The original AVX patch used a function pointer to handle the difference
between machines with and without AVX support.  This is insecure.  A
well-placed memory exploit could lead to redirection of the execution.
Using a variable and several tests is a bit slower but cannot be
exploited in this way.
---
 sysdeps/x86_64/dl-trampoline.S | 327 +++++++++++++++++++++++++++++++++++++----
 1 file changed, 295 insertions(+), 32 deletions(-)

(limited to 'sysdeps/x86_64/dl-trampoline.S')

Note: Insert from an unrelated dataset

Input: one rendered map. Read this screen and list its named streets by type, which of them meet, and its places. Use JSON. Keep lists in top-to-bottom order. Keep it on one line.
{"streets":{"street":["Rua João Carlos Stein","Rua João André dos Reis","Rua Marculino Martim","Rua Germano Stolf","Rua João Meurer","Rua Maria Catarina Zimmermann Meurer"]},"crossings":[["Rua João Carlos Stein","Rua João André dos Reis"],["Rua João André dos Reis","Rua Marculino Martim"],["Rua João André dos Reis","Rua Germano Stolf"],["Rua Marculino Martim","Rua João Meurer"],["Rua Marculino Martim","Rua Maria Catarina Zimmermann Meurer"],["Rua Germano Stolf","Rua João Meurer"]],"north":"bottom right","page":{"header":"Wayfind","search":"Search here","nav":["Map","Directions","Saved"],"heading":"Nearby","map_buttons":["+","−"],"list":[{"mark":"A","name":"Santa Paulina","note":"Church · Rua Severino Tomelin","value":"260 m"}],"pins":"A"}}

diff --git a/sysdeps/x86_64/dl-trampoline.S b/sysdeps/x86_64/dl-trampoline.S
index f605351f30..2f55639662 100644
--- a/sysdeps/x86_64/dl-trampoline.S
+++ b/sysdeps/x86_64/dl-trampoline.S
@@ -96,9 +96,9 @@ _dl_runtime_profile:
 	   to detect if any xmm0-xmm7 registers are changed by audit
 	   module.  */
 	subq $(LR_SIZE + XMM_SIZE*8), %rsp
-#else
+# else
 	subq $LR_SIZE, %rsp		# sizeof(La_x86_64_regs)
-#endif
+# endif
 	movq %rsp, 24(%rbx)
 
 	/* Fill the La_x86_64_regs structure.  */
@@ -110,45 +110,308 @@ _dl_runtime_profile:
 	movq %rdi, LR_RDI_OFFSET(%rsp)
 	movq %rbp, LR_RBP_OFFSET(%rsp)
 
+	leaq 48(%rbx), %rax
+	movq %rax, LR_RSP_OFFSET(%rsp)
+
+	/* We always store the XMM registers even if AVX is available.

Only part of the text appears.